### Dataset excerpts
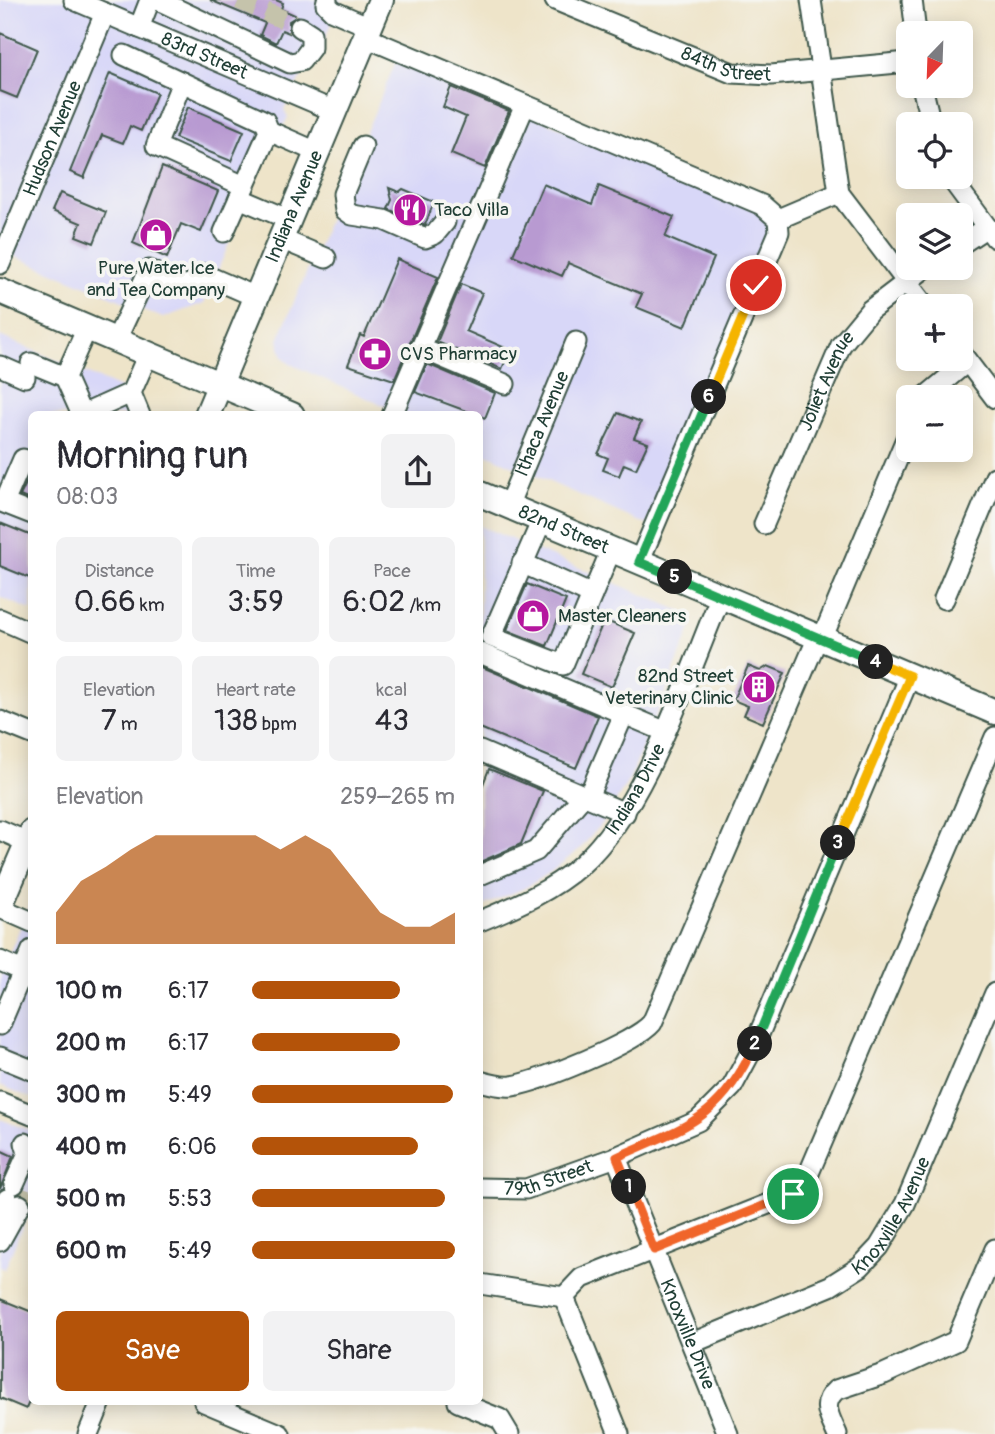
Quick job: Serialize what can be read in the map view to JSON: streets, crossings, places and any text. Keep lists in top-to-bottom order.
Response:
{
  "streets": {
    "main road": ["Indiana Avenue", "82nd Street"],
    "street": [
      "83rd Street",
      "84th Street",
      "Hudson Avenue",
      "Joliet Avenue",
      "Ithaca Avenue",
      "Indiana Drive",
      "79th Street",
      "Knoxville Avenue",
      "Knoxville Drive"
    ]
  },
  "crossings": [
    ["83rd Street", "Hudson Avenue"],
    ["83rd Street", "Indiana Avenue"],
    ["Ithaca Avenue", "82nd Street"],
    ["82nd Street", "Indiana Drive"],
    ["79th Street", "Knoxville Drive"],
    ["Knoxville Avenue", "Knoxville Drive"]
  ],
  "places": {
    "restaurant": ["Taco Villa"],
    "shop": ["Pure Water Ice and Tea Company", "Master Cleaners"],
    "pharmacy": ["CVS Pharmacy"],
    "building": ["82nd Street Veterinary Clinic"]
  },
  "north": "bottom left",
  "page": {
    "map_buttons": ["+", "−"],
    "pins": [
      "6",
      "5",
      "4",
      "3",
      "2",
      "1"
    ],
    "heading": ["Morning run", "08:03"],
    "stats": [
      ["Distance", "0.66 km"],
      ["Time", "3:59"],
      ["Pace", "6:02 /km"],
      ["Elevation", "7 m"],
      ["Heart rate", "138 bpm"],
      ["kcal", "43"]
    ],
    "chart": ["Elevation", "259–265 m"],
    "list": [
      {
        "name": "100 m",
        "note": "6:17"
      },
      {
        "name": "200 m",
        "note": "6:17"
      },
      {
        "name": "300 m",
        "note": "5:49"
      },
      {
        "name": "400 m",
        "note": "6:06"
      },
      {
        "name": "500 m",
        "note": "5:53"
      },
      {
        "name": "600 m",
        "note": "5:49"
      }
    ],
    "buttons": ["Save", "Share"]
  }
}
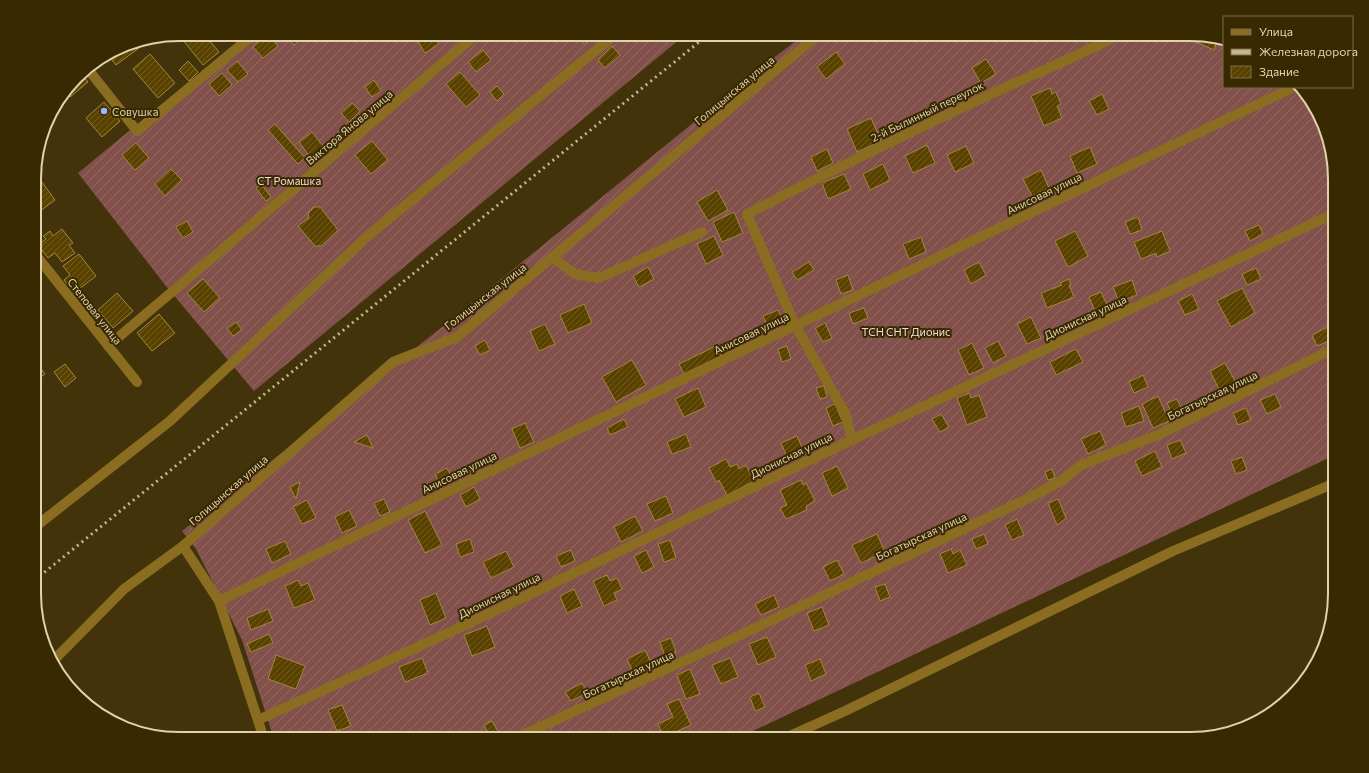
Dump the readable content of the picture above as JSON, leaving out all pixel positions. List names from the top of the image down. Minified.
{"streets":{"street":["Голицынская улица","2-й Былинный переулок","Виктора Янова улица","Анисовая улица","Степовая улица","Дионисная улица","Богатырская улица"]},"crossings":[["2-й Былинный переулок","Анисовая улица"],["Виктора Янова улица","Степовая улица"]],"parks":["СТ Ромашка","ТСН СНТ Дионис"],"places":["Совушка"],"legend":["Улица","Железная дорога","Здание"]}
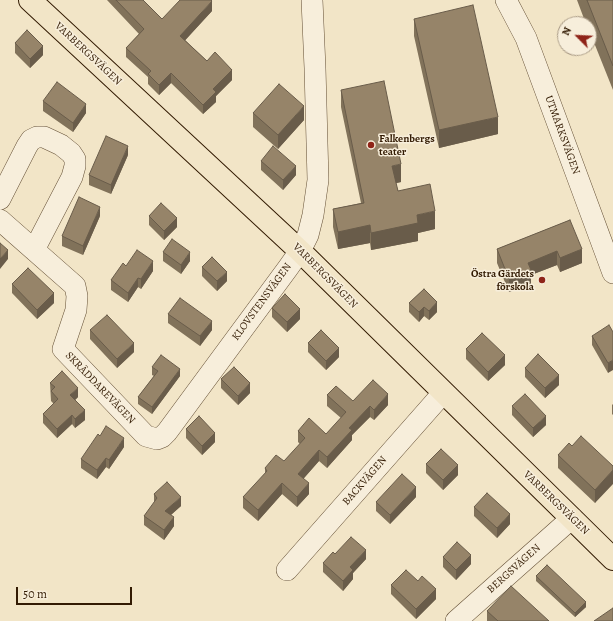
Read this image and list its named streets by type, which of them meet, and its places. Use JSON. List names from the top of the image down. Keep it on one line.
{"streets":{"main road":["VARBERGSVÄGEN"],"street":["UTMARKSVÄGEN","KLOVSTENSVÄGEN","SKRÄDDAREVÄGEN","BACKVÄGEN","BERGSVÄGEN"]},"crossings":[["VARBERGSVÄGEN","KLOVSTENSVÄGEN"],["VARBERGSVÄGEN","BACKVÄGEN"],["VARBERGSVÄGEN","BERGSVÄGEN"],["KLOVSTENSVÄGEN","SKRÄDDAREVÄGEN"]],"places":["Falkenbergs teater","Östra Gärdets förskola"],"scale_bar":"50 m","north":"top left"}
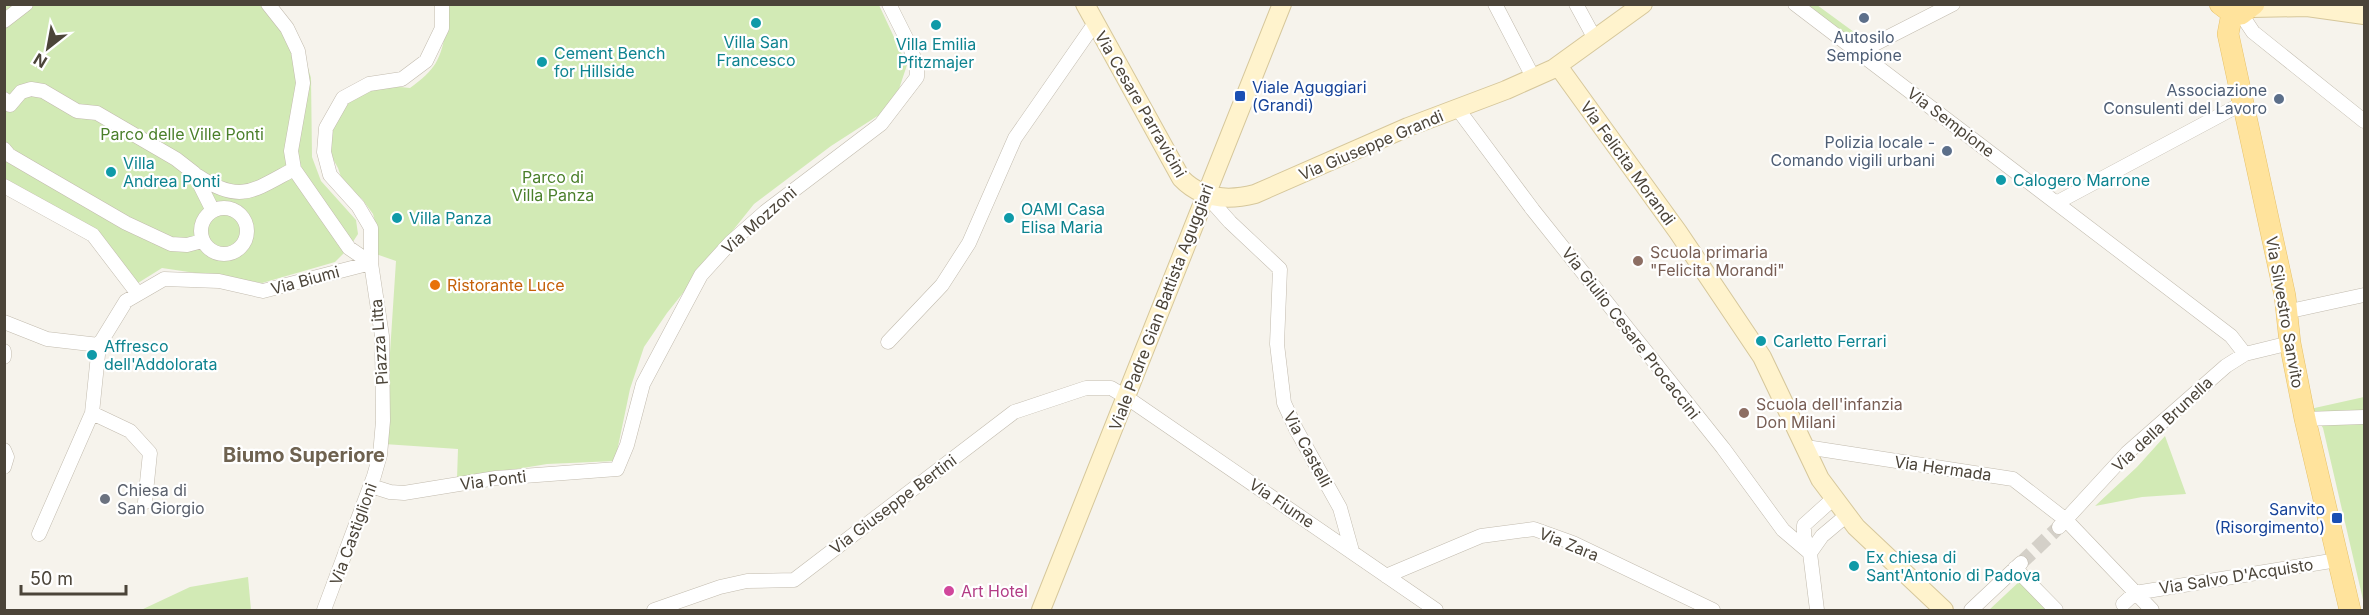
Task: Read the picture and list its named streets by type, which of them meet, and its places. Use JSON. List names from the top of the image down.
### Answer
{
  "streets": {
    "main road": [
      "Via Cesare Parravicini",
      "Via Giuseppe Grandi",
      "Via Felicita Morandi",
      "Viale Padre Gian Battista Aguggiari",
      "Via Silvestro Sanvito"
    ],
    "street": [
      "Via Sempione",
      "Via Mozzoni",
      "Via Biumi",
      "Via Giulio Cesare Procaccini",
      "Piazza Litta",
      "Via della Brunella",
      "Via Castelli",
      "Via Hermada",
      "Via Ponti",
      "Via Fiume",
      "Via Giuseppe Bertini",
      "Via Castiglioni",
      "Via Zara",
      "Via Salvo D'Acquisto"
    ]
  },
  "crossings": [
    ["Via Cesare Parravicini", "Via Giuseppe Grandi"],
    ["Via Cesare Parravicini", "Viale Padre Gian Battista Aguggiari"],
    ["Via Cesare Parravicini", "Via Castelli"],
    ["Via Sempione", "Via della Brunella"],
    ["Via Giuseppe Grandi", "Via Felicita Morandi"],
    ["Via Giuseppe Grandi", "Viale Padre Gian Battista Aguggiari"],
    ["Via Giuseppe Grandi", "Via Giulio Cesare Procaccini"],
    ["Via Giuseppe Grandi", "Via Castelli"],
    ["Via Felicita Morandi", "Via Hermada"],
    ["Via Mozzoni", "Via Ponti"],
    ["Via Biumi", "Piazza Litta"],
    ["Viale Padre Gian Battista Aguggiari", "Via Castelli"],
    ["Viale Padre Gian Battista Aguggiari", "Via Fiume"],
    ["Viale Padre Gian Battista Aguggiari", "Via Giuseppe Bertini"],
    ["Via Silvestro Sanvito", "Via Salvo D'Acquisto"],
    ["Piazza Litta", "Via Castiglioni"],
    ["Via della Brunella", "Via Hermada"],
    ["Via della Brunella", "Via Salvo D'Acquisto"],
    ["Via Castelli", "Via Fiume"],
    ["Via Hermada", "Via Salvo D'Acquisto"],
    ["Via Ponti", "Via Castiglioni"],
    ["Via Fiume", "Via Giuseppe Bertini"],
    ["Via Fiume", "Via Zara"]
  ],
  "districts": ["Biumo Superiore"],
  "parks": ["Parco delle Ville Ponti", "Parco di Villa Panza"],
  "places": {
    "other": [
      "Autosilo Sempione",
      "Villa San Francesco",
      "Villa Emilia Pfitzmajer",
      "Cement Bench for Hillside",
      "Associazione Consulenti del Lavoro",
      "Polizia locale - Comando vigili urbani",
      "Villa Andrea Ponti",
      "Calogero Marrone",
      "Villa Panza",
      "OAMI Casa Elisa Maria",
      "Scuola primaria \"Felicita Morandi\"",
      "Ristorante Luce",
      "Carletto Ferrari",
      "Affresco dell'Addolorata",
      "Scuola dell'infanzia Don Milani",
      "Chiesa di San Giorgio",
      "Ex chiesa di Sant'Antonio di Padova",
      "Art Hotel"
    ],
    "transit": ["Viale Aguggiari (Grandi)", "Sanvito (Risorgimento)"]
  },
  "scale_bar": "50 m",
  "north": "bottom left"
}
######
■ **Requirement**:
Above are the records; repeat them exactly, omitting every picture.

■ **Reply to the task**:
Quick job: Serialize what can be read in the map view to JSON: streets, crossings, places and any text. Keep lists in top-to-bottom order.
Response:
{
  "streets": {
    "main road": ["Indiana Avenue", "82nd Street"],
    "street": [
      "83rd Street",
      "84th Street",
      "Hudson Avenue",
      "Joliet Avenue",
      "Ithaca Avenue",
      "Indiana Drive",
      "79th Street",
      "Knoxville Avenue",
      "Knoxville Drive"
    ]
  },
  "crossings": [
    ["83rd Street", "Hudson Avenue"],
    ["83rd Street", "Indiana Avenue"],
    ["Ithaca Avenue", "82nd Street"],
    ["82nd Street", "Indiana Drive"],
    ["79th Street", "Knoxville Drive"],
    ["Knoxville Avenue", "Knoxville Drive"]
  ],
  "places": {
    "restaurant": ["Taco Villa"],
    "shop": ["Pure Water Ice and Tea Company", "Master Cleaners"],
    "pharmacy": ["CVS Pharmacy"],
    "building": ["82nd Street Veterinary Clinic"]
  },
  "north": "bottom left",
  "page": {
    "map_buttons": ["+", "−"],
    "pins": [
      "6",
      "5",
      "4",
      "3",
      "2",
      "1"
    ],
    "heading": ["Morning run", "08:03"],
    "stats": [
      ["Distance", "0.66 km"],
      ["Time", "3:59"],
      ["Pace", "6:02 /km"],
      ["Elevation", "7 m"],
      ["Heart rate", "138 bpm"],
      ["kcal", "43"]
    ],
    "chart": ["Elevation", "259–265 m"],
    "list": [
      {
        "name": "100 m",
        "note": "6:17"
      },
      {
        "name": "200 m",
        "note": "6:17"
      },
      {
        "name": "300 m",
        "note": "5:49"
      },
      {
        "name": "400 m",
        "note": "6:06"
      },
      {
        "name": "500 m",
        "note": "5:53"
      },
      {
        "name": "600 m",
        "note": "5:49"
      }
    ],
    "buttons": ["Save", "Share"]
  }
}
Dump the readable content of the picture above as JSON, leaving out all pixel positions. List names from the top of the image down. Minified.
{"streets":{"street":["Голицынская улица","2-й Былинный переулок","Виктора Янова улица","Анисовая улица","Степовая улица","Дионисная улица","Богатырская улица"]},"crossings":[["2-й Былинный переулок","Анисовая улица"],["Виктора Янова улица","Степовая улица"]],"parks":["СТ Ромашка","ТСН СНТ Дионис"],"places":["Совушка"],"legend":["Улица","Железная дорога","Здание"]}
Read this image and list its named streets by type, which of them meet, and its places. Use JSON. List names from the top of the image down. Keep it on one line.
{"streets":{"main road":["VARBERGSVÄGEN"],"street":["UTMARKSVÄGEN","KLOVSTENSVÄGEN","SKRÄDDAREVÄGEN","BACKVÄGEN","BERGSVÄGEN"]},"crossings":[["VARBERGSVÄGEN","KLOVSTENSVÄGEN"],["VARBERGSVÄGEN","BACKVÄGEN"],["VARBERGSVÄGEN","BERGSVÄGEN"],["KLOVSTENSVÄGEN","SKRÄDDAREVÄGEN"]],"places":["Falkenbergs teater","Östra Gärdets förskola"],"scale_bar":"50 m","north":"top left"}
Task: Read the picture and list its named streets by type, which of them meet, and its places. Use JSON. List names from the top of the image down.
### Answer
{
  "streets": {
    "main road": [
      "Via Cesare Parravicini",
      "Via Giuseppe Grandi",
      "Via Felicita Morandi",
      "Viale Padre Gian Battista Aguggiari",
      "Via Silvestro Sanvito"
    ],
    "street": [
      "Via Sempione",
      "Via Mozzoni",
      "Via Biumi",
      "Via Giulio Cesare Procaccini",
      "Piazza Litta",
      "Via della Brunella",
      "Via Castelli",
      "Via Hermada",
      "Via Ponti",
      "Via Fiume",
      "Via Giuseppe Bertini",
      "Via Castiglioni",
      "Via Zara",
      "Via Salvo D'Acquisto"
    ]
  },
  "crossings": [
    ["Via Cesare Parravicini", "Via Giuseppe Grandi"],
    ["Via Cesare Parravicini", "Viale Padre Gian Battista Aguggiari"],
    ["Via Cesare Parravicini", "Via Castelli"],
    ["Via Sempione", "Via della Brunella"],
    ["Via Giuseppe Grandi", "Via Felicita Morandi"],
    ["Via Giuseppe Grandi", "Viale Padre Gian Battista Aguggiari"],
    ["Via Giuseppe Grandi", "Via Giulio Cesare Procaccini"],
    ["Via Giuseppe Grandi", "Via Castelli"],
    ["Via Felicita Morandi", "Via Hermada"],
    ["Via Mozzoni", "Via Ponti"],
    ["Via Biumi", "Piazza Litta"],
    ["Viale Padre Gian Battista Aguggiari", "Via Castelli"],
    ["Viale Padre Gian Battista Aguggiari", "Via Fiume"],
    ["Viale Padre Gian Battista Aguggiari", "Via Giuseppe Bertini"],
    ["Via Silvestro Sanvito", "Via Salvo D'Acquisto"],
    ["Piazza Litta", "Via Castiglioni"],
    ["Via della Brunella", "Via Hermada"],
    ["Via della Brunella", "Via Salvo D'Acquisto"],
    ["Via Castelli", "Via Fiume"],
    ["Via Hermada", "Via Salvo D'Acquisto"],
    ["Via Ponti", "Via Castiglioni"],
    ["Via Fiume", "Via Giuseppe Bertini"],
    ["Via Fiume", "Via Zara"]
  ],
  "districts": ["Biumo Superiore"],
  "parks": ["Parco delle Ville Ponti", "Parco di Villa Panza"],
  "places": {
    "other": [
      "Autosilo Sempione",
      "Villa San Francesco",
      "Villa Emilia Pfitzmajer",
      "Cement Bench for Hillside",
      "Associazione Consulenti del Lavoro",
      "Polizia locale - Comando vigili urbani",
      "Villa Andrea Ponti",
      "Calogero Marrone",
      "Villa Panza",
      "OAMI Casa Elisa Maria",
      "Scuola primaria \"Felicita Morandi\"",
      "Ristorante Luce",
      "Carletto Ferrari",
      "Affresco dell'Addolorata",
      "Scuola dell'infanzia Don Milani",
      "Chiesa di San Giorgio",
      "Ex chiesa di Sant'Antonio di Padova",
      "Art Hotel"
    ],
    "transit": ["Viale Aguggiari (Grandi)", "Sanvito (Risorgimento)"]
  },
  "scale_bar": "50 m",
  "north": "bottom left"
}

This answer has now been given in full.